The strategy was not just to suppress the Hurriyat but to render it obsolete by exposing its internal contradictions, choking funding, cutting it off from the people.

- ABHINANDAN MISHRA

Not a few years ago, Kashmir separatist leader Bilal Lone had famously declared that the Kashmir issue could only be solved through a full-fledged war, and that the separatist groups, including the All Parties Hurriyat Conference (APHC), would continue to exist until Kashmir itself existed.

At the time, these words did not appear to be exaggerated—Hurriyat was the driver of how things moved in the Valley. Whether the Valley functioned or would shut down was decided by a single call from the Hurriyat Conference.

Six years after the abrogation of Article 370, Hurriyat is a defunct organisation—its leaders lost to history, like a few torn posters of “bandh” calls still stuck on the dilapidated walls of downtown Srinagar, and ignored. Even its headquarters, located on Rajbagh Road opposite Zero Bridge in Srinagar, stands deserted. Once the nerve centre of separatist coordination, the building now exists as an institution of non-consequence.

While many see 2019 as the year that ended the Hurriyat Raj in the Valley, internal observers say that the first blow was delivered in May 2014, when the Narendra Modi-led BJP came to power. By their accounts, by the end of 2017, the so-called “invincible” Hurriyat had already been shattered into pieces—though it still appeared to stand, waiting only for the final blow, which came in August 2019.
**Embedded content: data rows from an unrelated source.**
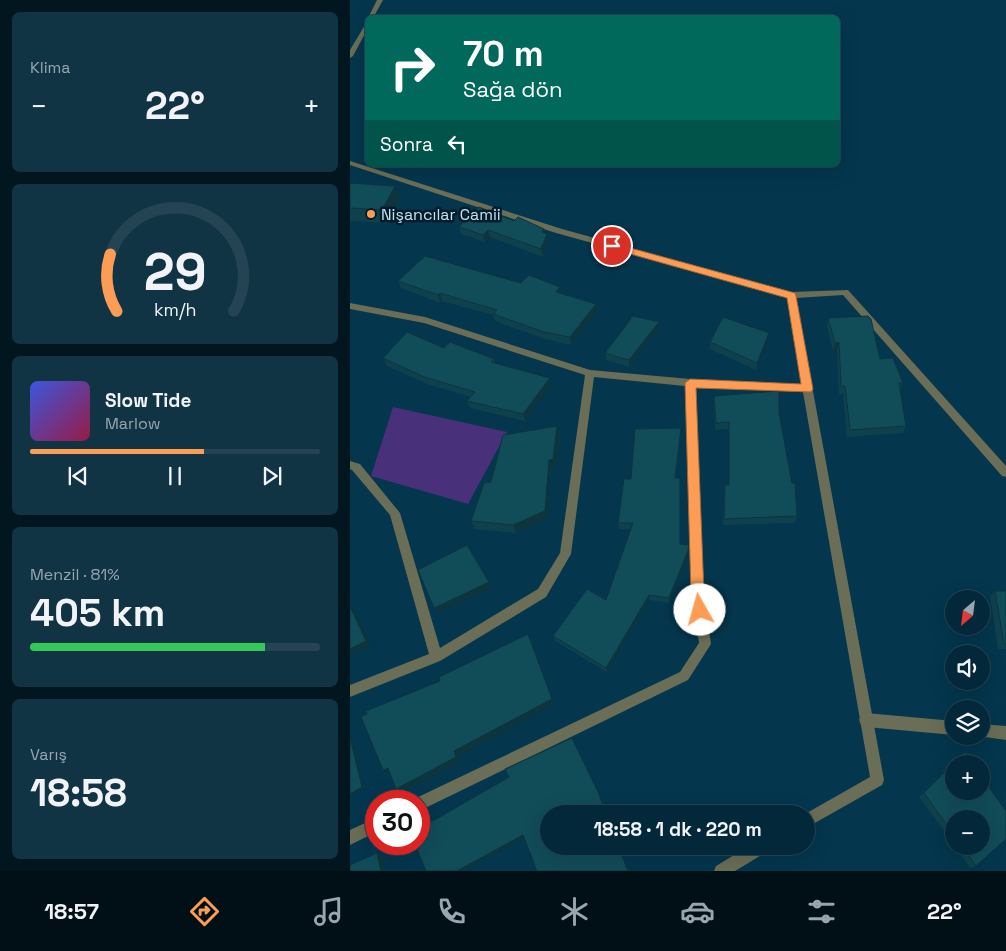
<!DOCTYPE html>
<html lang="tr">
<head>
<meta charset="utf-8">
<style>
	body { margin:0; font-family:"Space Grotesk",sans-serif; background:#113445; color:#f1f3f6; height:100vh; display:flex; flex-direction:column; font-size:19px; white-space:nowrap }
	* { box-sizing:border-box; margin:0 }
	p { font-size:16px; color:#97a6af }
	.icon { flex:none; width:28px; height:28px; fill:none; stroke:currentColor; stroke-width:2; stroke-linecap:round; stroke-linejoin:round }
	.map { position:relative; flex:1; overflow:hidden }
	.side { display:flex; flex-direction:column; gap:12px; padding:12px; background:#021620; width:350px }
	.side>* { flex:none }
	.banner { position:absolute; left:15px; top:15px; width:475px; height:152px; border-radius:8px; box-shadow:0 5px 20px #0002,0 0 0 1px #244454; background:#00695c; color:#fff; overflow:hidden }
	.needle { width:32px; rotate:208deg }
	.tools { position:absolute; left:595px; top:590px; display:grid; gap:10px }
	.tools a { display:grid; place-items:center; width:45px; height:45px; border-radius:50%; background:#03283a; box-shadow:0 5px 20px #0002,0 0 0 1px #244454; font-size:25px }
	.speed { position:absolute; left:15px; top:790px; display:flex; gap:10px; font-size:25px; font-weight:700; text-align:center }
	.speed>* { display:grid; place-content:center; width:65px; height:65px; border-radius:50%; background:#03283a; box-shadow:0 5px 20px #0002,0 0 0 1px #244454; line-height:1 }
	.speed .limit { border:8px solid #d22; background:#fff; color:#111 }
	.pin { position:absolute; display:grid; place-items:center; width:42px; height:42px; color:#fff; margin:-21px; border:2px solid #fff; border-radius:50%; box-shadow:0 1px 5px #0007 }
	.me { position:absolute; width:55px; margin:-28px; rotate:353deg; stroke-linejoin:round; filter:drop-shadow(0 0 4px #0008) }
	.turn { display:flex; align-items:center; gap:18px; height:105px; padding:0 15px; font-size:22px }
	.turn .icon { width:65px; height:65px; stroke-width:2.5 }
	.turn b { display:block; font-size:35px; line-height:42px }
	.then { display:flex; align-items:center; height:48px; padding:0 15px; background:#0003; gap:10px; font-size:19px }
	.big { font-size:38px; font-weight:700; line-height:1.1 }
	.side .card { flex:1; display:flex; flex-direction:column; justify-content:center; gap:8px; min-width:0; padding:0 18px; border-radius:8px; background:#113445 }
	.side .dial { align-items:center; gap:0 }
	.dial svg { height:130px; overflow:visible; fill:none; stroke:#244454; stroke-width:7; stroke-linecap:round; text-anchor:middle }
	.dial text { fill:#f1f3f6; stroke:none }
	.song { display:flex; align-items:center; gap:15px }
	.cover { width:60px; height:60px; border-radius:8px; background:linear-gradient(135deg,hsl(230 70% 55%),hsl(340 70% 35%)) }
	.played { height:5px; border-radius:2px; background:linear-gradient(90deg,#fd9d55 60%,#244454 60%) }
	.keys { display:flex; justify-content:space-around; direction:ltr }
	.heat { display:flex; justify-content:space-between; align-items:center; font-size:28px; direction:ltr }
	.charge { height:8px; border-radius:4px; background:linear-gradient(90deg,#34c759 81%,#244454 0) }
	.trip { position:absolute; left:190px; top:805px; width:275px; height:50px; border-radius:25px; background:#03283a; box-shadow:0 5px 20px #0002,0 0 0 1px #244454; font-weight:700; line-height:50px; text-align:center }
	.tab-bar { display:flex; height:80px; justify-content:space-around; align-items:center; background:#011017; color:#97a6af }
	.tab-bar .icon { width:35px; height:35px }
	.tab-bar .current { color:#fd9d55 }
	.tab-bar b { font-size:22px; color:#f1f3f6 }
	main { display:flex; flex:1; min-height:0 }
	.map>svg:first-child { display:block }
</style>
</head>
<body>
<main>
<section class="side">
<div class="card"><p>Klima</p>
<div class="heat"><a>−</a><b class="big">22°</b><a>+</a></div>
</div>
<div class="card dial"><svg viewBox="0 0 100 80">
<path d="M14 69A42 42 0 1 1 86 69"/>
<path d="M14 69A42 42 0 0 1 10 34" stroke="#fd9d55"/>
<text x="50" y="56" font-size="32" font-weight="700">29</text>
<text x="50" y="72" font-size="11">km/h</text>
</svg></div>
<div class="card">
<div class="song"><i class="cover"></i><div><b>Slow Tide</b><p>Marlow</p></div></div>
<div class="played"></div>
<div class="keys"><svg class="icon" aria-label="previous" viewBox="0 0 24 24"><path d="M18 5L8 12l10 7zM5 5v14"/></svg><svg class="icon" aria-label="pause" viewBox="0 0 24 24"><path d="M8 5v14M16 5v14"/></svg><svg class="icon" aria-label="next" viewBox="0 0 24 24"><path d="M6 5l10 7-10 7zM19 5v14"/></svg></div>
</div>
<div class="card"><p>Menzil · 81%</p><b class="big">405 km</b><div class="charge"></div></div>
<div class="card"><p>Varış</p><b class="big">18:58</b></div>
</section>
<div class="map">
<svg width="656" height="871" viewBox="0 0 656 871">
	<rect width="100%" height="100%" fill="#04364d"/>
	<path fill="#49307b" d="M 43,407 L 157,432 L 118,504 L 21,476 Z"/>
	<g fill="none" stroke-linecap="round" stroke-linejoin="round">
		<path fill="#6a6e56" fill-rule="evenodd" d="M 516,713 L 604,721 L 604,735 L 516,727 L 511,725 L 509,720 L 511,715 Z
			M 631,724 L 656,726 L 656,740 L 628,736 L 631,736 Z"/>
		<path fill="#6a6e56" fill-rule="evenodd" d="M 27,0 L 33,0 L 23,18 L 18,18 Z
			M 18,20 L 18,28 L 3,56 L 0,58 L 0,50 Z
			M 0,161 L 212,229 L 441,292 L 498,290 L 656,466 L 656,477 L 652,476 L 493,295 L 446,298 L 534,780 L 532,785 L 456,828 L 456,814 L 455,814 L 520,777 L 453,392 L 345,387 L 354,594 L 361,644 L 338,680 L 69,811 L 69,801 L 63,801 L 64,799 L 330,672 L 349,643 L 342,594 L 335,386 L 244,377 L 221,554 L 196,597 L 90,661 L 0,697 L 0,685 L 79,654 L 40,515 L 2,470 L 0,469 L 0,461 L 10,464 L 50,513 L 90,648 L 188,589 L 210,553 L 235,375 L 74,323 L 0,309 L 0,303 L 75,317 L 240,370 L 340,379 L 452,385 L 437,297 L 206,233 L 0,165 Z
			M 26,818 L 26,832 L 0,845 L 0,830 Z
			M 399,846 L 420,846 L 418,851 L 385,871 L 364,871 L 366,866 Z"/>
	</g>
	<path fill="#0f414d" d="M 0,183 L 45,186 L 50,199 L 38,223 L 0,221 Z
		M 109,227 L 195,233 L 197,234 L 198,241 L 193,257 L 140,237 L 135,242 L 111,234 Z
		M 48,281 L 171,283 L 210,287 L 212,294 L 247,311 L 221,345 L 195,339 L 145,321 L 143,315 L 92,301 L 90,303 L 51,288 Z
		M 478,318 L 530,359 L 553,383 L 550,390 L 556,426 L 553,433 L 497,437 L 493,393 L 489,394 L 487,350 L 483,351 L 477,326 Z
		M 309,329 L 279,367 L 256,360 L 255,353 Z
		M 418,340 L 406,370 L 360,349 L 360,342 Z
		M 33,358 L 144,359 L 145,363 L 202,385 L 175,421 L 120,408 L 117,401 L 121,397 L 77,384 L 37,366 Z
		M 364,396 L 429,413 L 447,516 L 445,523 L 373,525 L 374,491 L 379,485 L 379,429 L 365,430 L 364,403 Z
		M 207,426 L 209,434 L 206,468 L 201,469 L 197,519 L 166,533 L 124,529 L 121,521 L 141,482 Z
		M 331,434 L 326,478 L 330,544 L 339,554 L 319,603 L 299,600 L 257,672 L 205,641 L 203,636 L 256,600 L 281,529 L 269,529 L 268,523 Z
		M 645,591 L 656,591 L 656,649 L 648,649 L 640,596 Z
		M 615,752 L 623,764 L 604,764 L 604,791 L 631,791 L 631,776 L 656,811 L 656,839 L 626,866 L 620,868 L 605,846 L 631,846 L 631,819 L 604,819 L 604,844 L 569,797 L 610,756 Z"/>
	<path fill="#0c353e" d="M 45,186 L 50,199 L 38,223 L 32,210 Z
		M 138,230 L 140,237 L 135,242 L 133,235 Z
		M 197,234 L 198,241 L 193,257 L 191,249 Z
		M 210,287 L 212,295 L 206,292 Z
		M 90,293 L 92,301 L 90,303 L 88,295 Z
		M 246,304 L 247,311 L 221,345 L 220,337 Z
		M 309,322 L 309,329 L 279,367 L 279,360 Z
		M 419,333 L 418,340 L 406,370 L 407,363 Z
		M 489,342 L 487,350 L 483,351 L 485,343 Z
		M 200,378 L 202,385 L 175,421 L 173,414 Z
		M 207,426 L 209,434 L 206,468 L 201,469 L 197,519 L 166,533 L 163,525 L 199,460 Z
		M 331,428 L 331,434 L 325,484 L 325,478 Z
		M 0,454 L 3,459 L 0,460 Z
		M 339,548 L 339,554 L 319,603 L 319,598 Z
		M 139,582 L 141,588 L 88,613 L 84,608 Z
		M 299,595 L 299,600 L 257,672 L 256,668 Z
		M 0,601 L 21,646 L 0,656 Z
		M 178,634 L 204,704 L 109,756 L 110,762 L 52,793 L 46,789 L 104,751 Z
		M 0,730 L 15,788 L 0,797 Z
		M 38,768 L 44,772 L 40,774 L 33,770 Z
		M 173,835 L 176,837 L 114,871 L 107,871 Z
		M 27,853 L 32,855 L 36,871 L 31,871 Z"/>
	<path fill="#114c59" stroke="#0c353e" d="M 0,183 L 45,186 L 32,210 L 0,208 Z
		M 129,207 L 164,221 L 168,217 L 194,229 L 192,232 L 197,234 L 191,249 L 138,230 L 133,235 L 109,227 Z
		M 75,256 L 171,283 L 179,275 L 210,287 L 206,292 L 246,304 L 220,337 L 194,332 L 143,314 L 147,310 L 90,293 L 88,295 L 48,281 Z
		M 283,316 L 309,322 L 279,360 L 255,353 Z
		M 518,316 L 521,319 L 530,359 L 543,358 L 553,383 L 549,383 L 556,426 L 500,430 L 495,386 L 491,386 L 489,342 L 485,343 L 478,318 Z
		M 373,317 L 419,333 L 407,363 L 360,342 Z
		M 57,332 L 94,348 L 100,342 L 144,359 L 141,362 L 200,378 L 173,414 L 117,401 L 125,392 L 74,377 L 33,358 Z
		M 429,391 L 429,413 L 442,483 L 445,483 L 447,516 L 374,519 L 375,485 L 379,485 L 379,422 L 366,423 L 364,396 Z
		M 207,426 L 203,459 L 199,460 L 195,511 L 163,525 L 121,521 L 134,483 L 141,482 L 153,435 Z
		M 331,428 L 325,478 L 330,478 L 330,544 L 339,545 L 339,548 L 319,598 L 299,595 L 256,668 L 203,636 L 237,589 L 256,600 L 283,523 L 268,523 L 274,479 L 281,479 L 285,429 Z
		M 117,545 L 139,582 L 84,608 L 68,570 Z
		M 645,591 L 656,591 L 656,644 L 654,644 Z
		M 0,606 L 16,641 L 0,649 Z
		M 178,634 L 202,699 L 104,751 L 106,757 L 46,789 L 38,768 L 33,770 L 11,717 L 17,714 L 16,711 L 90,681 L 89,677 Z
		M 0,737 L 12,787 L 0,794 Z
		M 222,738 L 249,794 L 256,814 L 199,814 L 199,846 L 268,846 L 278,871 L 187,871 L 173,835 L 107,871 L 76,871 L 65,844 L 69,844 L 69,829 L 159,777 L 155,769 Z
		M 615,752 L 623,764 L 604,764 L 604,791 L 631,791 L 631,776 L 656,811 L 656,839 L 626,866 L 612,846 L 631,846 L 631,819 L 604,819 L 604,835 L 574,793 Z
		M 27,853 L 31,871 L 0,871 L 0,865 Z"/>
	<path fill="#fd9d55" stroke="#a46637" d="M 262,243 L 445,293 L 446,296 L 463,389 L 461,392 L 346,388 L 354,594 L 357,610 L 355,615 L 350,617 L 345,615 L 341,594 L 335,383 L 340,379 L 451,384 L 437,298 L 259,248 L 258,246 Z"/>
	<circle fill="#fd9d55" stroke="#041c29" stroke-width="2" cx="21" cy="214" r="5"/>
	<g text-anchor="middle" stroke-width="5" stroke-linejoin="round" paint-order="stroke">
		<g font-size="16" fill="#c3e0f2" stroke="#041c29" text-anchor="start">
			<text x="31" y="220">Nişancılar Camii</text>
		</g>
	</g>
</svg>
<div class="tools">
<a><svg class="needle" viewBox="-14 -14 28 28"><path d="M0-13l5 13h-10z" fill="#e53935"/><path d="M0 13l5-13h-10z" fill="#97a6af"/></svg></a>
<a><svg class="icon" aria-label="sound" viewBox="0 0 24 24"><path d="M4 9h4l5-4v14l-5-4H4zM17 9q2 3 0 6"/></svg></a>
<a><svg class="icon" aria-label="layers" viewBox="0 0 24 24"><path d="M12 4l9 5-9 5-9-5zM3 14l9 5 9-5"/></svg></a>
<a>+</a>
<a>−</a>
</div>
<div class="speed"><div class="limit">30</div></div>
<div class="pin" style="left:262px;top:246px;background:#d93025"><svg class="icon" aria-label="arrive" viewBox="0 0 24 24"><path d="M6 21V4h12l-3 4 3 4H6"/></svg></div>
<svg class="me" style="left:350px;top:610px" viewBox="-20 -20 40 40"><circle r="19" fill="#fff"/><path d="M0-13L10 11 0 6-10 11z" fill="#fd9d55"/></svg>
<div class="trip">18:58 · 1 dk · 220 m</div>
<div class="banner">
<div class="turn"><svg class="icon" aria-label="right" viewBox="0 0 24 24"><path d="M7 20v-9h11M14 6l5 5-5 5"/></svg><div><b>70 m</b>Sağa dön</div></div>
<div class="then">Sonra<svg class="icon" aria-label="left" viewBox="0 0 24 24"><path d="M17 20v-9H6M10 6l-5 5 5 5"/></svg></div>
</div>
</div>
</main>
<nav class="tab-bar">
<b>18:57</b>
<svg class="icon current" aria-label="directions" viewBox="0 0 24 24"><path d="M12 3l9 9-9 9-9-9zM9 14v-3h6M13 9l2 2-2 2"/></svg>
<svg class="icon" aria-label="music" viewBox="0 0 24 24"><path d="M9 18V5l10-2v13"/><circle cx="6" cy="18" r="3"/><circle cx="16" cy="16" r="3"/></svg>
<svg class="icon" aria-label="phone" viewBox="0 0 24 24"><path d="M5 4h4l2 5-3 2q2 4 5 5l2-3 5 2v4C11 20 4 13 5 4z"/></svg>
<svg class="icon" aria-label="climate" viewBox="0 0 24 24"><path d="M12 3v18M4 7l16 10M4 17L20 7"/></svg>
<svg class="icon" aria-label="car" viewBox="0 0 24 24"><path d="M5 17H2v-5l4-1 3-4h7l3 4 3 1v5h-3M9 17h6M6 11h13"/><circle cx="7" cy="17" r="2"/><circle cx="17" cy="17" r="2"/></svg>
<svg class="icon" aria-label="filters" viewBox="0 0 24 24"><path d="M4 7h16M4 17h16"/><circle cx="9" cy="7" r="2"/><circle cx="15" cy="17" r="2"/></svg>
<b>22°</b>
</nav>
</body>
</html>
At one time, the Hurriyat Conference commanded the political narrative of Kashmir’s separatist movement. Its leaders were seen as the principal voice of dissent against Indian rule in the Valley, capable of mobilising hundreds of thousands through shutdown calls, funeral processions of killed terrorists, and mass street protests. Its statements would dictate the pace of daily life in Srinagar; schools and shops would shut down on its orders; and international delegations would routinely seek meetings with its representatives during visits to India.